Et de fait : on pourrait faire un jeu un peu désabusé qui listerait, pour chaque séquence, les modèles convoqués. Les optimistes y verraient un hommage, les autres une paresse d’inspiration. Quoi qu’il en soit, il est difficile de trouver un quelconque originalité à ce nouveau blockbuster : des décors qui reprennent la sempiternelle fracture sociale à dimension géographique (ville du haut pour l’élite, bas-fonds pour les gueux, comme Metropolis, Elysium et tant d’autres), protagoniste humanoïde enfant à la recherche de ses origines et de ses sentiments bien humains (A.I., Blade Runner, cité aussi dans une scène de baiser sous la pluie qui pompe même quelques notes de musique), méchantes élites, aptitudes d’exception, première version bricolée avant l’ultime armure (Spider Man, Iron Man, etc…), convoitise, compétition, etc., etc., etc.

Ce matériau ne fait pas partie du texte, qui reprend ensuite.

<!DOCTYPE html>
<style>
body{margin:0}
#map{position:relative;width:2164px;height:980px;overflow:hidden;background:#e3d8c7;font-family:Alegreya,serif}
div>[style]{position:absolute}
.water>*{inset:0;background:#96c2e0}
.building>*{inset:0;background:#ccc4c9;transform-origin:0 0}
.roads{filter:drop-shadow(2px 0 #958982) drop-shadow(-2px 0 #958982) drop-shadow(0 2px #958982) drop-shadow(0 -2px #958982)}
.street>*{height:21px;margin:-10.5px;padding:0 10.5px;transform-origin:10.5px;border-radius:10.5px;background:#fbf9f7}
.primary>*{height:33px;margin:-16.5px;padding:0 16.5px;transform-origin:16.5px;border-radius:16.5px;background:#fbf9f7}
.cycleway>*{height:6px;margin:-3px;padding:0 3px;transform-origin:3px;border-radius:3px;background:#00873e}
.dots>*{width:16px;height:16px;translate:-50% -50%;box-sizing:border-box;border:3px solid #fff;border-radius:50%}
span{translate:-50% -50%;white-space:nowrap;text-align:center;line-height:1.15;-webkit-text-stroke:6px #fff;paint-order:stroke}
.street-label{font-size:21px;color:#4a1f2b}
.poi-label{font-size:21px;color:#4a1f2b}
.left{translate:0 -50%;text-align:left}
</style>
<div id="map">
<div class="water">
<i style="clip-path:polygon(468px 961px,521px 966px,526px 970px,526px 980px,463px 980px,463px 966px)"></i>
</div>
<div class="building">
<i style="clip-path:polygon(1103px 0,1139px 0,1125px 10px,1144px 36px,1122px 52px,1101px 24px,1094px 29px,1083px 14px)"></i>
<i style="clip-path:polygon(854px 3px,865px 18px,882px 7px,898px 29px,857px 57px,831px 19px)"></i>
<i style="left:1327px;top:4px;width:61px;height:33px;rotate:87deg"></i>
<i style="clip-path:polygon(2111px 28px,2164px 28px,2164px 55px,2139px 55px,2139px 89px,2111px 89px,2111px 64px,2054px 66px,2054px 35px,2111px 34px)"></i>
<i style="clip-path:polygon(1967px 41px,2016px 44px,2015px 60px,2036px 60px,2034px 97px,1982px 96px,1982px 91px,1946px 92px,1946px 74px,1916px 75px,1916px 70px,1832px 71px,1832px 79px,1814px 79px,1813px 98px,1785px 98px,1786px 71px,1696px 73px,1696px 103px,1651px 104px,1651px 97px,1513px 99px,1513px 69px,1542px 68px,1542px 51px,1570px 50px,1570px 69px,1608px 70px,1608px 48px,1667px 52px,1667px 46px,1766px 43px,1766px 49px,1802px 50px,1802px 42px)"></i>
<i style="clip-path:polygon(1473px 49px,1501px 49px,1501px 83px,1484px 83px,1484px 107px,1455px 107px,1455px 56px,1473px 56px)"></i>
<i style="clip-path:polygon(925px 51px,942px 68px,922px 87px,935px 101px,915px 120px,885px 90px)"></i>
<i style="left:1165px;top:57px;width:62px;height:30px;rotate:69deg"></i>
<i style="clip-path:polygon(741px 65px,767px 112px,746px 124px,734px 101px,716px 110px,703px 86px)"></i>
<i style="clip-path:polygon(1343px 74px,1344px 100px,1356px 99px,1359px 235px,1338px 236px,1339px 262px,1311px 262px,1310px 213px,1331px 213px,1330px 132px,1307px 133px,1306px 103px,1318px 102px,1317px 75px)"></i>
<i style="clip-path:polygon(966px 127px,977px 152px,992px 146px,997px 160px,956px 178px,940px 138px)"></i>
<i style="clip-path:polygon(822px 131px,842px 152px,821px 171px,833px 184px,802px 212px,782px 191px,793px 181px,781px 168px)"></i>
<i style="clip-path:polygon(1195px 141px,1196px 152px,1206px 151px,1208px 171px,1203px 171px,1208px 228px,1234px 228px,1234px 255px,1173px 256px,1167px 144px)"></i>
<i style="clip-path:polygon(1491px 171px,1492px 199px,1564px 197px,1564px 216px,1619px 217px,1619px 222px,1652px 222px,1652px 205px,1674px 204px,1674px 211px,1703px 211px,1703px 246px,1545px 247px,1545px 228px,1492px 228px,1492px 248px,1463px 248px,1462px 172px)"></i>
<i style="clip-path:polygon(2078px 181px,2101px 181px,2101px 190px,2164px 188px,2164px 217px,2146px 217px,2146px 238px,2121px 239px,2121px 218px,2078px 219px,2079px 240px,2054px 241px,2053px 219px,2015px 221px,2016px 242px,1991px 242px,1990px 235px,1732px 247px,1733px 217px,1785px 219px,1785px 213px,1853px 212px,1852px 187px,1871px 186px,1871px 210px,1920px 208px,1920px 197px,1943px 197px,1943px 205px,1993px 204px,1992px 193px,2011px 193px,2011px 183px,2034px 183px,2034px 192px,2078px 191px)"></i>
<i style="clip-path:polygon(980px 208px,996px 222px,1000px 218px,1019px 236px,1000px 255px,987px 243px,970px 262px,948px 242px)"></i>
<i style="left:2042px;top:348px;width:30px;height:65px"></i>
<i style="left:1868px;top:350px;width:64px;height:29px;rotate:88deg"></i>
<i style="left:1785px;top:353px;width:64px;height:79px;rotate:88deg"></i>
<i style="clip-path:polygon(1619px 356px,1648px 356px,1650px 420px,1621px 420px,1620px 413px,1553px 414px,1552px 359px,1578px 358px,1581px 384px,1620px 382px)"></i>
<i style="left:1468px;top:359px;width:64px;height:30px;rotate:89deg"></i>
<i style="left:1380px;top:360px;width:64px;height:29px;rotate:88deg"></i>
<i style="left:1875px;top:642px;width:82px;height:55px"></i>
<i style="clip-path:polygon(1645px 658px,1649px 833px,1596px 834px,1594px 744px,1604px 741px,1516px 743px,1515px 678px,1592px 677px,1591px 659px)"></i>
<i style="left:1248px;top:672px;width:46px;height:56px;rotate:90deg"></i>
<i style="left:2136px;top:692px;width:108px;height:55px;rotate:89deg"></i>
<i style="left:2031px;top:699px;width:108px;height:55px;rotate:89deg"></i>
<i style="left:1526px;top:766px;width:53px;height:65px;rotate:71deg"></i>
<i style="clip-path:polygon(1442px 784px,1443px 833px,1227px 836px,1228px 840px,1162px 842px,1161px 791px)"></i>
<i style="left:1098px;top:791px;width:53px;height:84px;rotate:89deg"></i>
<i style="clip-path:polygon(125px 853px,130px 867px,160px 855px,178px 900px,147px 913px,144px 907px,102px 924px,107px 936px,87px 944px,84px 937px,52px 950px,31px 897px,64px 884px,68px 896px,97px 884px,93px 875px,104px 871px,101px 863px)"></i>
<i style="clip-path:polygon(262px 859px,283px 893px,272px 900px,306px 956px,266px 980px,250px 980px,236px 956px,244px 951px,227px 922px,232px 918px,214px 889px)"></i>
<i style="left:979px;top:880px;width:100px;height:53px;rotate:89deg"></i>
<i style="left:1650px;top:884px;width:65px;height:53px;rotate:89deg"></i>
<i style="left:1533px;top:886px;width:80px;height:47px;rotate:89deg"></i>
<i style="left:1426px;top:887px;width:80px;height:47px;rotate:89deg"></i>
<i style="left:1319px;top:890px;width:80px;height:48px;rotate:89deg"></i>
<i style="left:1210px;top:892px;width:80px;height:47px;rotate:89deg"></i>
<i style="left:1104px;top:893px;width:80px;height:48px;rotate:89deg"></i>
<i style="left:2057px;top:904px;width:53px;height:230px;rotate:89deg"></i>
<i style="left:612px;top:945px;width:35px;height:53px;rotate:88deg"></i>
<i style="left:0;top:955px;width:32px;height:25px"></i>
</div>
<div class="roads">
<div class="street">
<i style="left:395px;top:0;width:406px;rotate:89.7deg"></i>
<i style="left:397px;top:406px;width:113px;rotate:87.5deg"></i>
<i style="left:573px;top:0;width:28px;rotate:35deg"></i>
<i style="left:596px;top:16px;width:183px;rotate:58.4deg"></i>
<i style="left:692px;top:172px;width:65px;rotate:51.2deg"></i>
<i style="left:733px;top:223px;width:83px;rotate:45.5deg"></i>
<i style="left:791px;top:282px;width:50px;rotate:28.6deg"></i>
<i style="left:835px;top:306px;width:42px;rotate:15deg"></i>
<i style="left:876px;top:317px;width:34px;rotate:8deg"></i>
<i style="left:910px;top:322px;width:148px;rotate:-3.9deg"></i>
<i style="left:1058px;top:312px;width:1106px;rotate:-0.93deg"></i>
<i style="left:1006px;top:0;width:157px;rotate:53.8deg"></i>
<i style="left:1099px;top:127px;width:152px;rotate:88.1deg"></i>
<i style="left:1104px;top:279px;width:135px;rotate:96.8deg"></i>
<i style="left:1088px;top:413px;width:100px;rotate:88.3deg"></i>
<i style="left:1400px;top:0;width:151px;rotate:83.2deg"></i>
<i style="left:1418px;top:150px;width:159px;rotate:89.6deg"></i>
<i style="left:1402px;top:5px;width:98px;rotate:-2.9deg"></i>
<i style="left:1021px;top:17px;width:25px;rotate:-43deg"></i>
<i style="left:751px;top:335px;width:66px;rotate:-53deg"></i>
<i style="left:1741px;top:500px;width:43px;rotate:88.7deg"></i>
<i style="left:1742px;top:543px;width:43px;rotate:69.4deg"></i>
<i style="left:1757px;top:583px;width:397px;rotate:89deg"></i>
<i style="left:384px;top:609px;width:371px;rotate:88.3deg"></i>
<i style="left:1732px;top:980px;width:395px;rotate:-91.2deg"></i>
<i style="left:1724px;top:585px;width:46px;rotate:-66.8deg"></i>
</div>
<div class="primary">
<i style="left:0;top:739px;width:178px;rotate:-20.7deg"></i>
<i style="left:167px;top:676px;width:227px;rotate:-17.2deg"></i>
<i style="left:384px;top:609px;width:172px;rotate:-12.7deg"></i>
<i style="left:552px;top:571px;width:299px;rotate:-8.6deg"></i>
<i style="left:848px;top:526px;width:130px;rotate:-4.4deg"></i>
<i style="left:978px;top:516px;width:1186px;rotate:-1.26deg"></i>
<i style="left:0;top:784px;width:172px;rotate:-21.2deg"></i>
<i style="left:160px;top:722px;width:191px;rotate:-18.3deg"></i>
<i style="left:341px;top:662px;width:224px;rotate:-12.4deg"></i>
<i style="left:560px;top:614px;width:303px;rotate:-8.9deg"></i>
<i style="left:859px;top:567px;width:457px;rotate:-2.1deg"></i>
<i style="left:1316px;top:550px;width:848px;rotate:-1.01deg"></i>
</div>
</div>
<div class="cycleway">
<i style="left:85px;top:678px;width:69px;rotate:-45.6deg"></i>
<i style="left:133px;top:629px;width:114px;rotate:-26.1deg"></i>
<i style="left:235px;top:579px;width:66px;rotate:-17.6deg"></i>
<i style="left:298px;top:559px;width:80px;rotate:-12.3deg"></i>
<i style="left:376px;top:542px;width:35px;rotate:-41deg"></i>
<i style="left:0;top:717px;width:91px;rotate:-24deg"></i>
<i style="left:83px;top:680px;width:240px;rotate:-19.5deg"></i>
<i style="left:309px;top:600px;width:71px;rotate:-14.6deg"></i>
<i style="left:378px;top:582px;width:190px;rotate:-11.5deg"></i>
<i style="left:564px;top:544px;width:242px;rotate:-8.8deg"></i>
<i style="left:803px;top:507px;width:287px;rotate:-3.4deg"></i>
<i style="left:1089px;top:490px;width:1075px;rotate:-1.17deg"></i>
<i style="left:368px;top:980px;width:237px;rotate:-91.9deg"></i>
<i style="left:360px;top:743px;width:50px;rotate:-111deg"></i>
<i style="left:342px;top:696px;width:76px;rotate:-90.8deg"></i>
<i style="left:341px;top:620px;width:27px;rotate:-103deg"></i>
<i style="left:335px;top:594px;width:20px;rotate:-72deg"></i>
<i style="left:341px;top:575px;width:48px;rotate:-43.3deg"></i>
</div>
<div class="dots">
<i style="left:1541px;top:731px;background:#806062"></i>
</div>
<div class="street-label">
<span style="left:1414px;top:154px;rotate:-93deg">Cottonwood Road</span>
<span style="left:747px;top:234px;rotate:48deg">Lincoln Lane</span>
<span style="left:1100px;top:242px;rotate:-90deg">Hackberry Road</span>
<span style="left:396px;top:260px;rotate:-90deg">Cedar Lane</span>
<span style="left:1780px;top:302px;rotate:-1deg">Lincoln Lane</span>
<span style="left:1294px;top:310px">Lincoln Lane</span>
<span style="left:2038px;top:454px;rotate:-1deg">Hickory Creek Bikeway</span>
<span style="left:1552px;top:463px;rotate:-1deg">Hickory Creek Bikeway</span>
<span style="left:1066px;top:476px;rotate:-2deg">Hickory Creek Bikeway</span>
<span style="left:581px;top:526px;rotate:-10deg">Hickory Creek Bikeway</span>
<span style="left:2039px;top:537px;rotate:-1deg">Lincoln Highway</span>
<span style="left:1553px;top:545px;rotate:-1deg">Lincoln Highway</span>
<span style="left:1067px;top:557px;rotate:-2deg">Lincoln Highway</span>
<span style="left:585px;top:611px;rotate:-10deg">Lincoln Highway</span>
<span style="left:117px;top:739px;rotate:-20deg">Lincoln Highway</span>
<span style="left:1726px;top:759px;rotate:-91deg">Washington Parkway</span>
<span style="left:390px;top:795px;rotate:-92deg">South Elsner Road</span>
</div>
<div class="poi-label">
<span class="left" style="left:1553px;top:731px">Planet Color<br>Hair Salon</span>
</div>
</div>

La gêne est d’autant plus présente que le film digère assez mal la masse qu’il adapte. L’exposition très expéditive en témoigne, alignant en quelques minutes la naissance du personnage et la présentation d’un monde futuriste avec une décontraction assez déconcertante, sans qu’aucune fascination ne puisse poindre. Si la suite se pose un peu plus sur certains aspects, on sent régulièrement des sorties de route et le hachoir d’un montage qui craint de s’embarrasser des séquences entre deux morceaux de bravoure. C’est d’autant plus regrettable que le foisonnement des questions abordées donne clairement envie qu’on s’y attarde : le passé fragmenté du cyborg, cette excursion dans les terres sauvages, le rapport au père, la question des sentiments ou de l’instinct de la tueuse auraient pu considérablement approfondir une intrigue qui privilégie trop les thématiques teenage passe-partout.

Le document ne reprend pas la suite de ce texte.